E-college is an eight week high school curriculum for high school students with disabilities. It is designed to provide college bound students with the skills and knowledge necessary to successfully meet their post secondary education goals. A unique and powerful feature of this program is that student learning is reinforced through email mentoring with a successful college student who also has a disability.
The curriculum seeks to make students aware of the vast difference between high school and college and provides them with methods of dealing with those differences. It promotes the development of skills in high school that will translate in to success in college as well as self and disability awareness and the development of strong self-advocacy skills.

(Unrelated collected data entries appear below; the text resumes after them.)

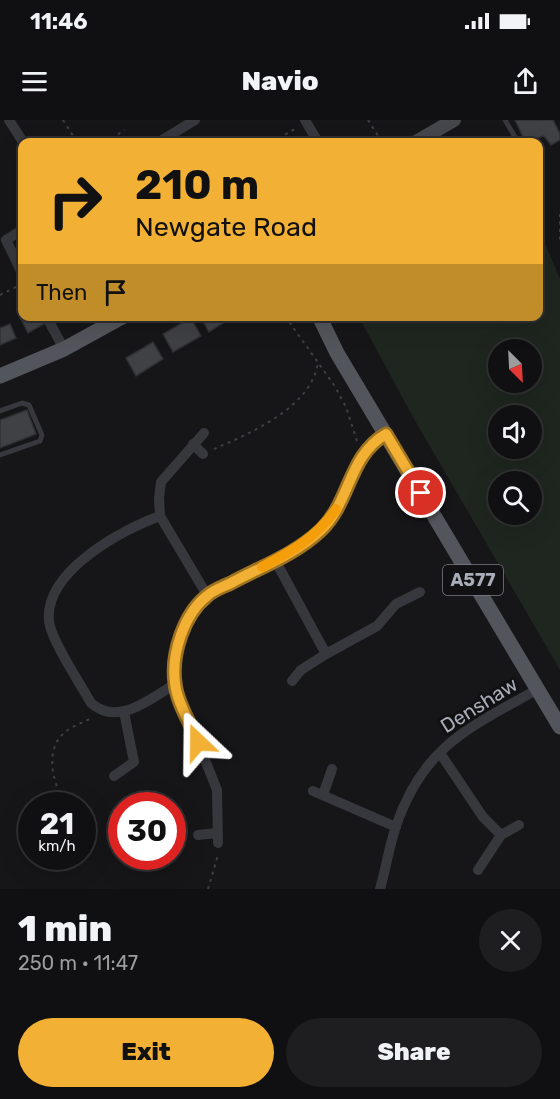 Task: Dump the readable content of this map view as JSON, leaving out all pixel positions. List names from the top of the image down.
{
  "streets": {
    "main road": ["A577"],
    "street": ["Denshaw"]
  },
  "crossings": [
    ["A577", "Denshaw"]
  ],
  "north": "bottom right",
  "page": {
    "status": "11:46",
    "header": "Navio",
    "turn": ["210 m", "Newgate Road"],
    "then": "Then",
    "speed": "21 km/h",
    "limit": "30",
    "heading": ["1 min", "250 m · 11:47"],
    "buttons": ["Exit", "Share"]
  }
} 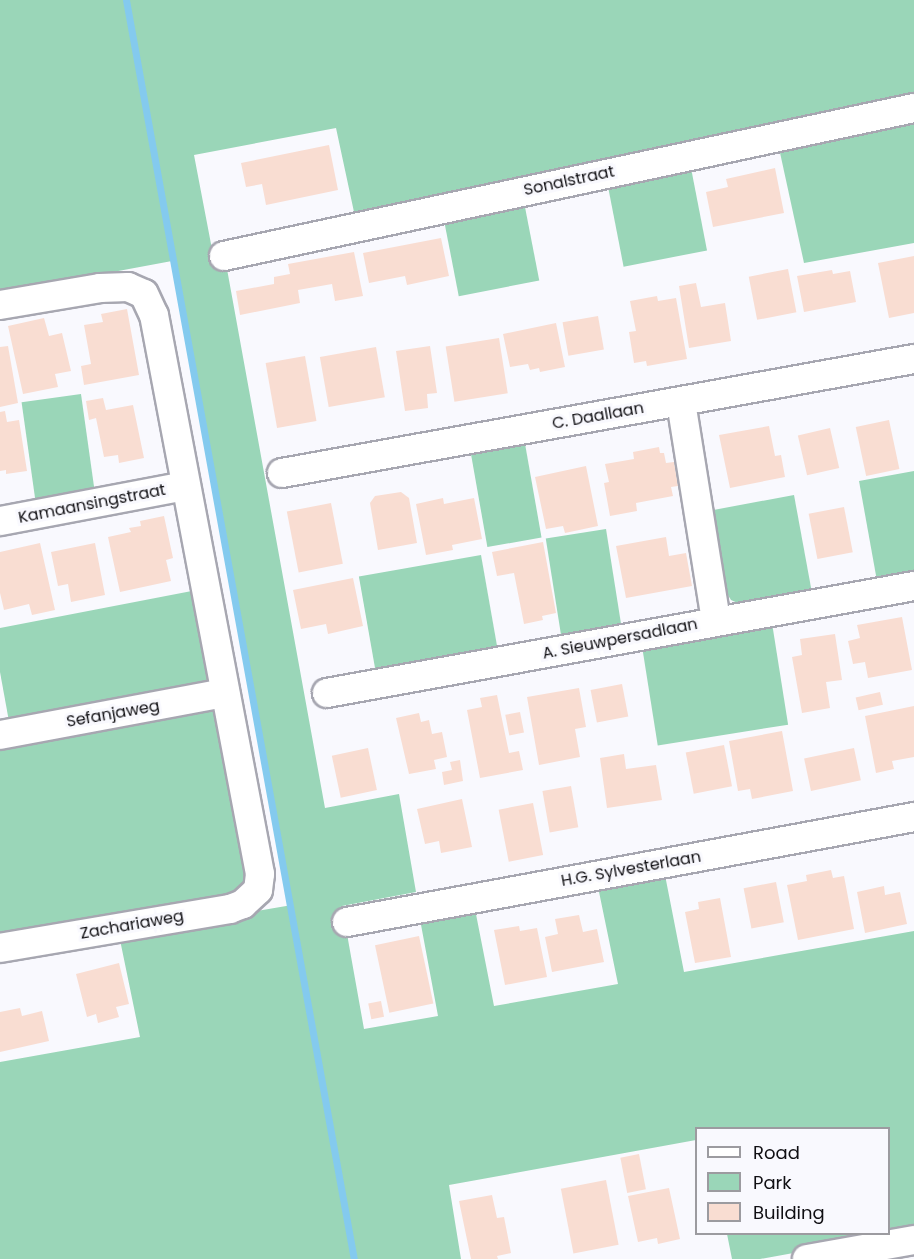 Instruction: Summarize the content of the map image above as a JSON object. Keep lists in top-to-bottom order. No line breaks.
{"streets":{"street":["Sonalstraat","C. Daallaan","Kamaansingstraat","A. Sieuwpersadlaan","Sefanjaweg","H.G. Sylvesterlaan","Zachariaweg"]},"crossings":[["Sefanjaweg","Zachariaweg"]],"legend":["Road","Park","Building"]} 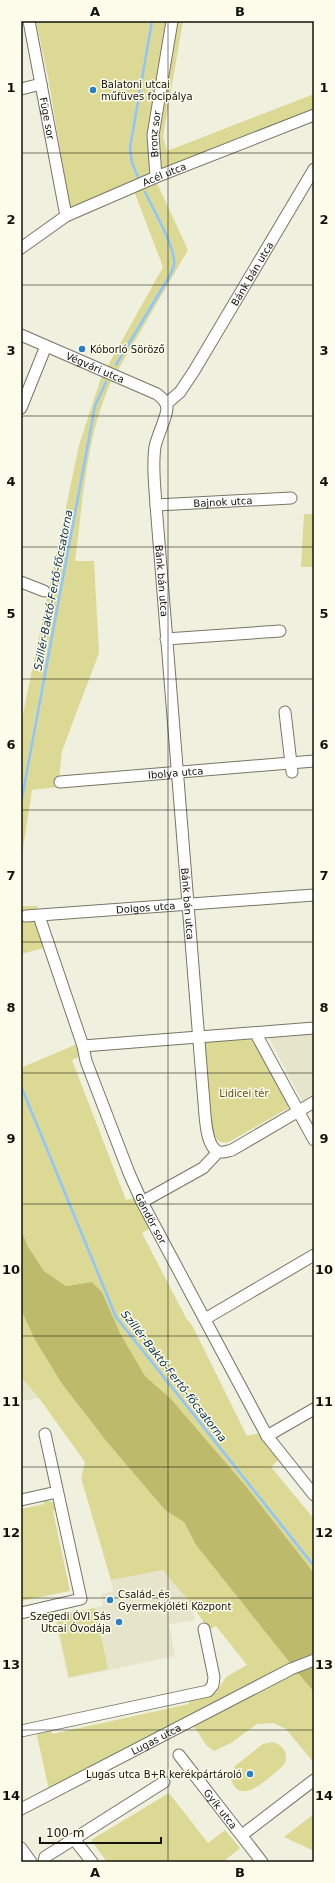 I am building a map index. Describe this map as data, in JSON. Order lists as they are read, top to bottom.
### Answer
{
  "streets": {
    "street": [
      "Füge sor",
      "Bronz sor",
      "Acél utca",
      "Bánk bán utca",
      "Végvári utca",
      "Bajnok utca",
      "Ibolya utca",
      "Dolgos utca",
      "Göndör sor",
      "Lugas utca",
      "Gyík utca"
    ]
  },
  "crossings": [
    ["Füge sor", "Acél utca"],
    ["Bronz sor", "Acél utca"],
    ["Bánk bán utca", "Végvári utca"],
    ["Bánk bán utca", "Bajnok utca"],
    ["Bánk bán utca", "Ibolya utca"],
    ["Bánk bán utca", "Dolgos utca"],
    ["Dolgos utca", "Göndör sor"]
  ],
  "water": ["Szillér-Baktó-Fertő-főcsatorna"],
  "parks": ["Lidicei tér"],
  "places": [
    "Balatoni utcai műfüves focipálya",
    "Kóborló Söröző",
    "Család- és Gyermekjóléti Központ",
    "Szegedi ÓVI Sás Utcai Óvodája",
    "Lugas utca B+R kerékpártároló"
  ],
  "scale_bar": "100 m",
  "grid": {
    "columns": ["A", "B"],
    "rows": [
      "1",
      "2",
      "3",
      "4",
      "5",
      "6",
      "7",
      "8",
      "9",
      "10",
      "11",
      "12",
      "13",
      "14"
    ]
  }
} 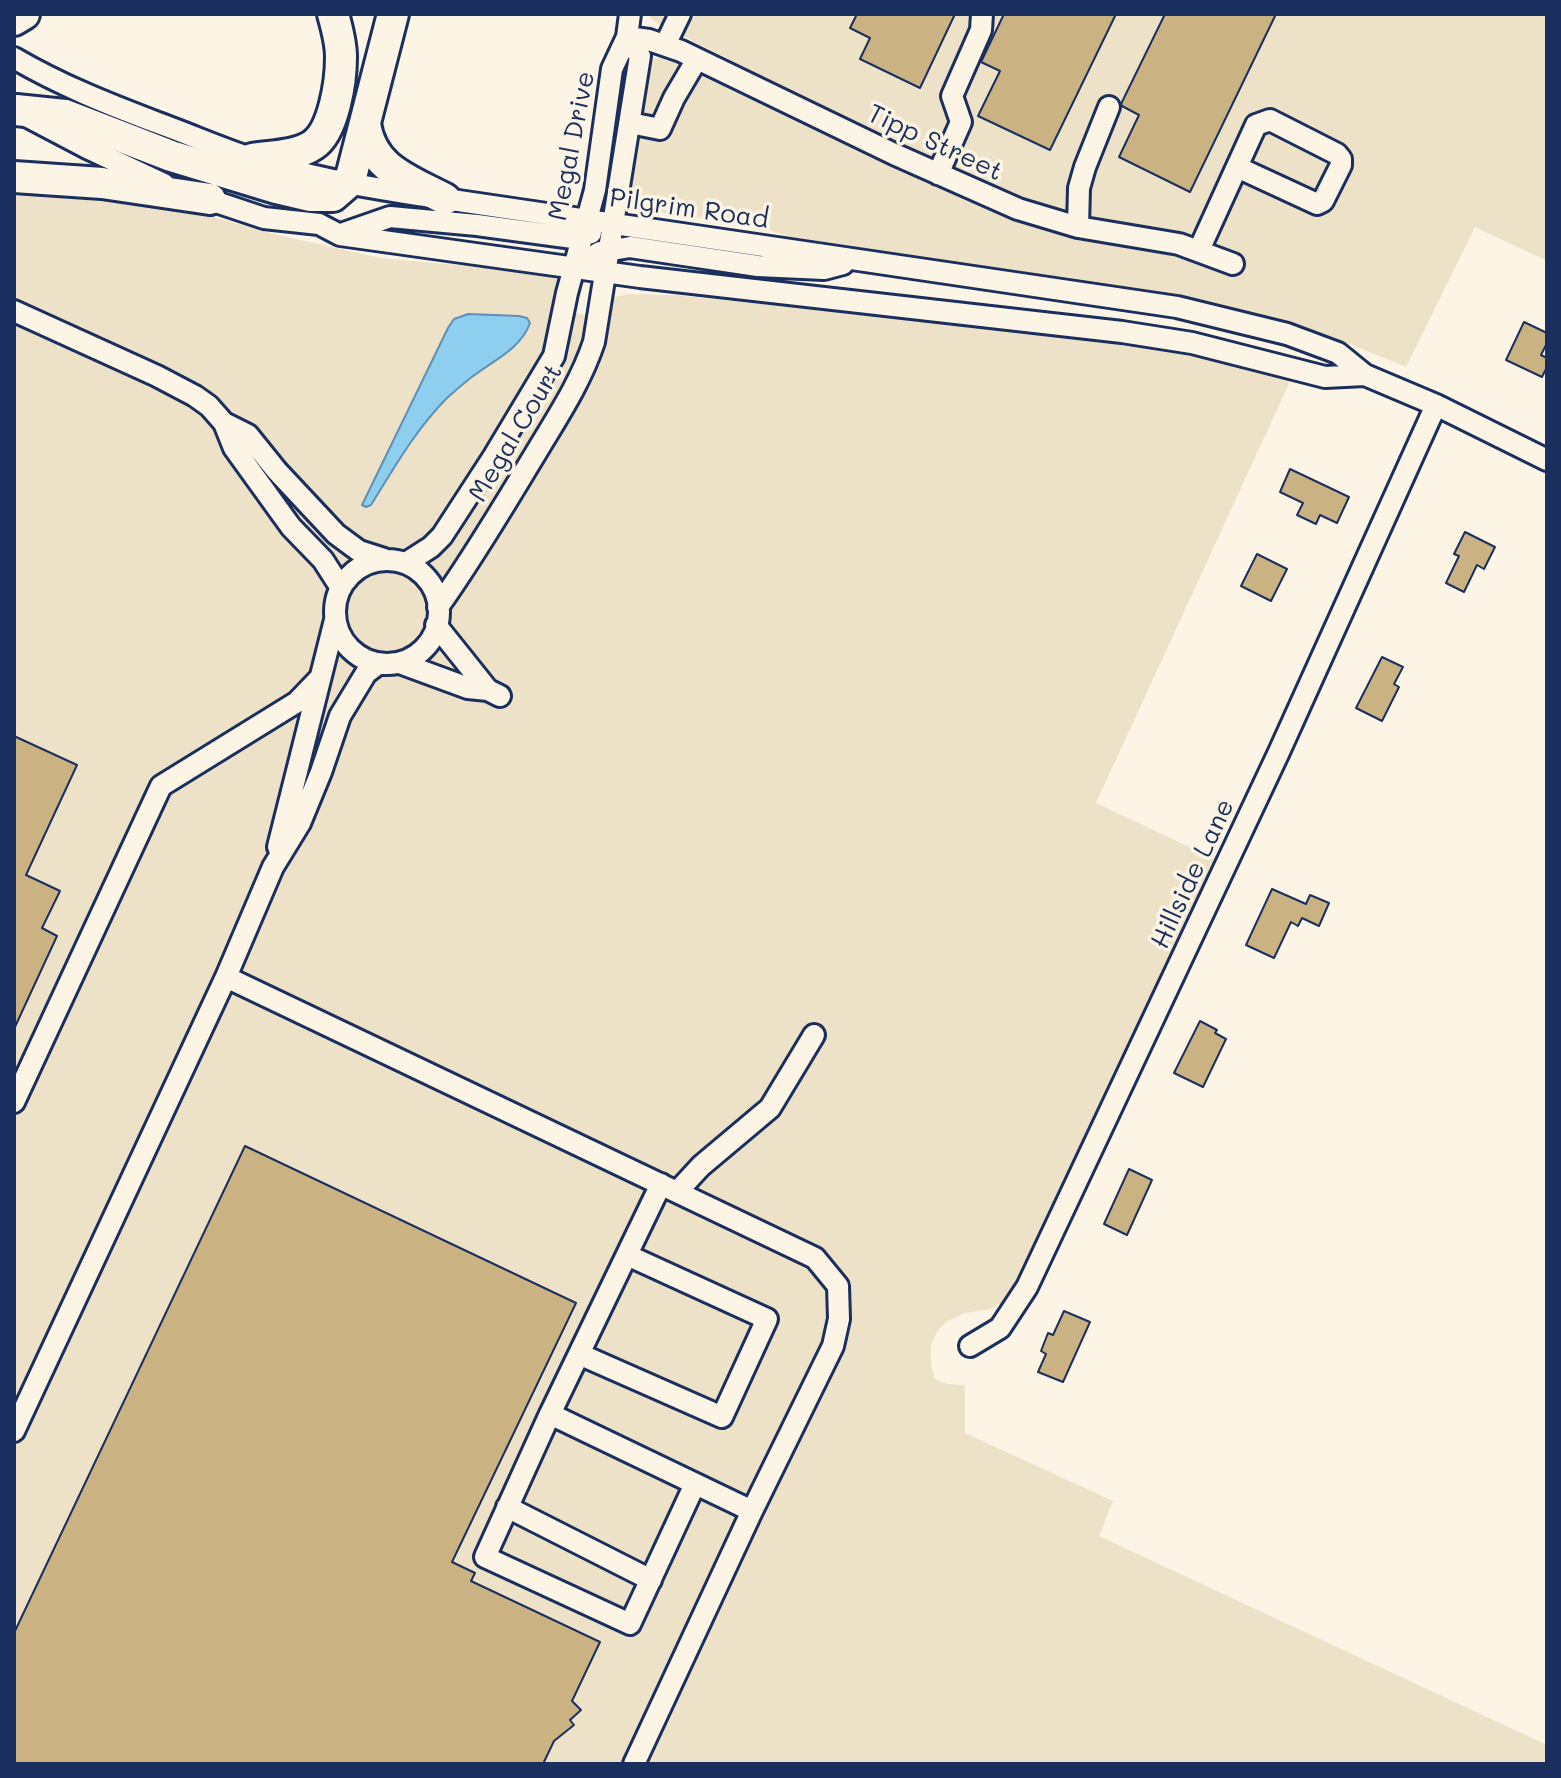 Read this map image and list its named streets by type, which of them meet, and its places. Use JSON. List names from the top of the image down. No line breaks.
{"streets":{"street":["Tipp Street","Megal Drive","Pilgrim Road","Megal Court","Hillside Lane"]},"crossings":[["Tipp Street","Megal Drive"],["Megal Drive","Pilgrim Road"],["Megal Drive","Megal Court"],["Pilgrim Road","Megal Court"],["Pilgrim Road","Hillside Lane"]]} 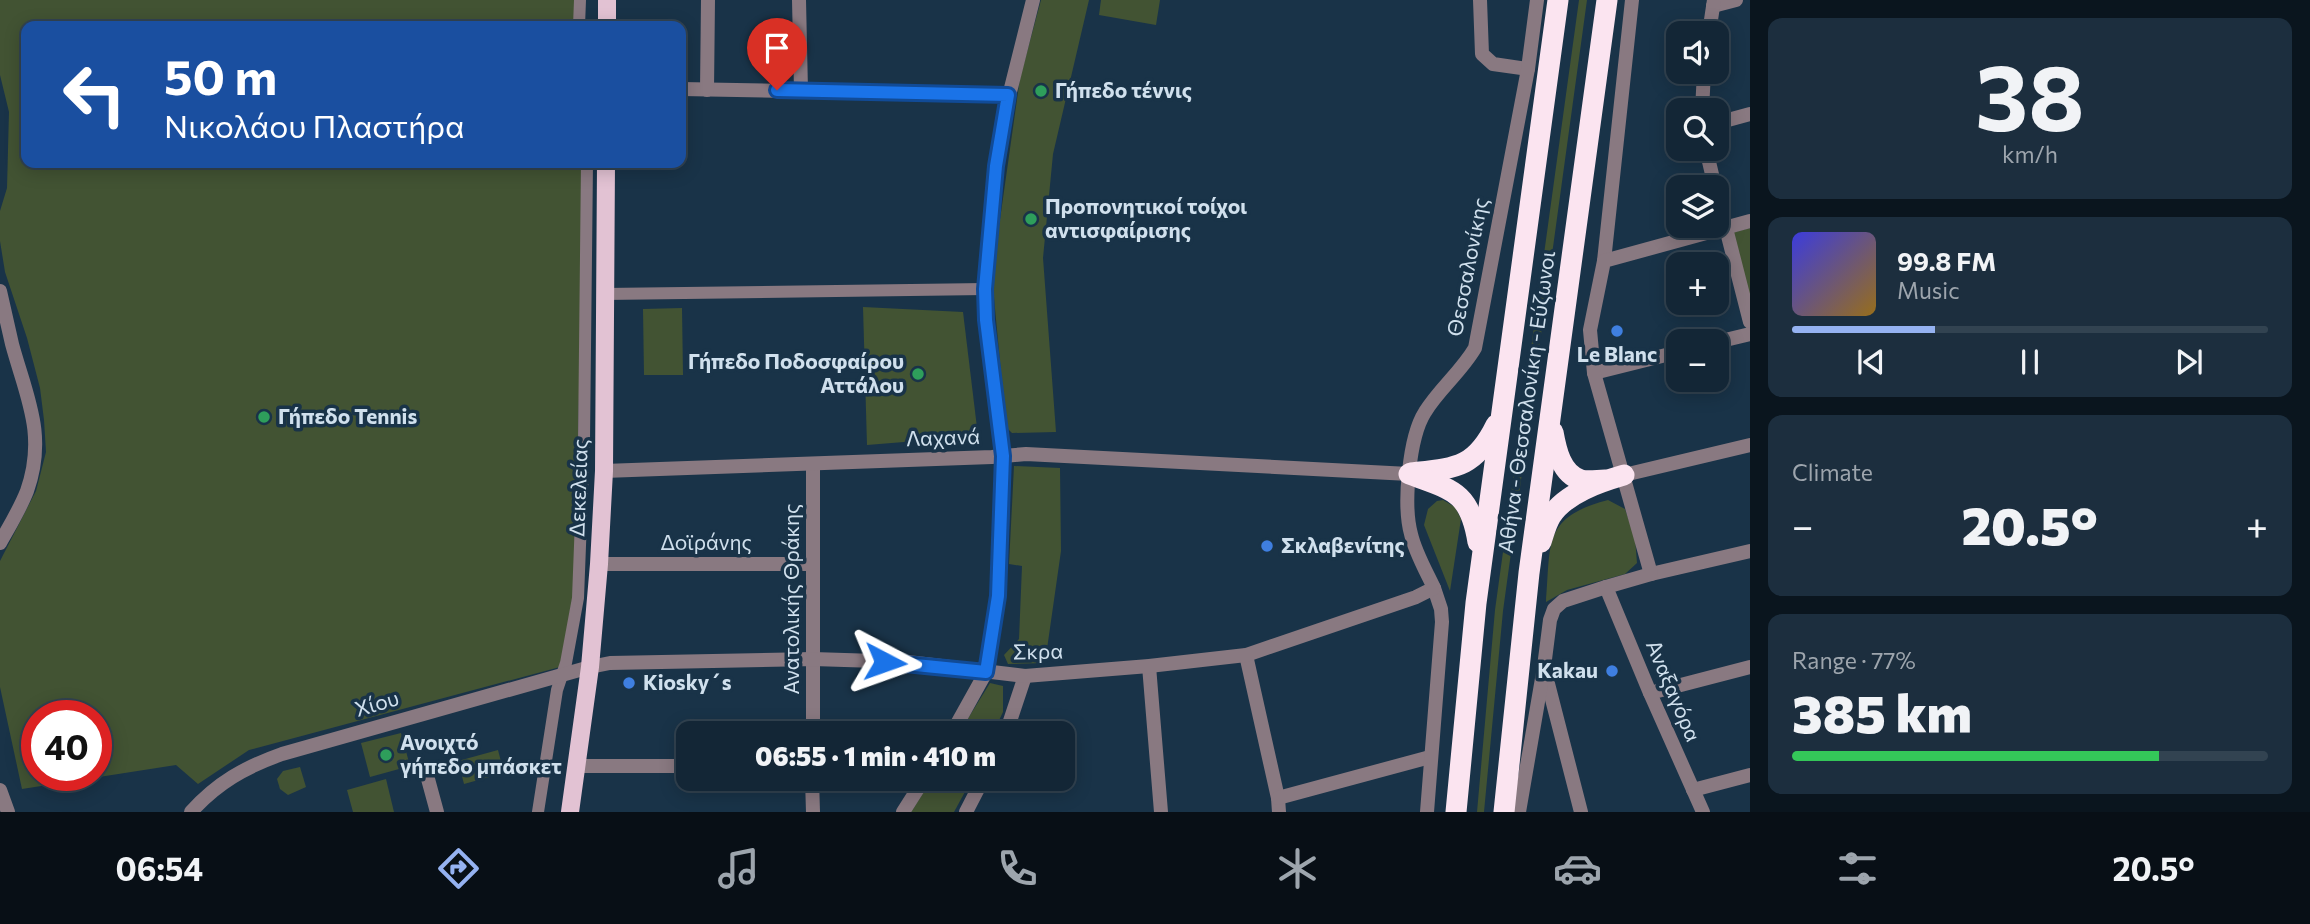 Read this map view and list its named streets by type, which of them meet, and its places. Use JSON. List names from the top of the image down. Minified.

E-College was developed as a collaborative effort by Georgia Robillard, Disability Services Coordinator, Lake Superior College and Sara Romagnoli, Pathways to Employment & Employment Policy Consultant, Minnesota Department of Human Services, and Steve Schoenbauer, Transition Coordinator, Northern Lights Sped Cooperative. It is the culmination of multiple activities and publications designed to prepare high school students with disabilities for the rigor of post secondary education.
The curriculum is free to any educational organization, but does require that high school special education teachers and college disabilities coordinators work together. The curriculum is provided to each teacher and a parallel guide is provided to each mentor. The teacher is free to use any combination of activities or to create his/her own in order to facilitate classroom discussion and student engagement. Each week, students will send an e-mail to their mentor for the sharing of experiences and information. Guided questions are provided to assist students who are unsure of what to ask or say. College disabilities coordinators recruit suitable mentors and help in the matching to mentee process. Here is what one E-college mentor said about the program:
To be able to mentor someone with something you have already gone through and to be-able to share with them the tricks, techniques or things we have learned to make success easier is rewarding. We were not only a blessing to the mentees that we mentored, but they blessed us right back by opening up to us and asking us questions to give them a clearer picture of what college is like. I hope that E-college can be spread across the nation and that Lake Superior College continues to do it! It was a great success! Thank you for the chance to mentor!
Georgia, Sara, and Steve are presenting this project at the Fall MnSCU Disability Coordinators Meeting at Metro State and also at the 2012 Minnesota Administration for Special Education Fall Leadership Conference with hopes of getting other high schools and college campuses involved.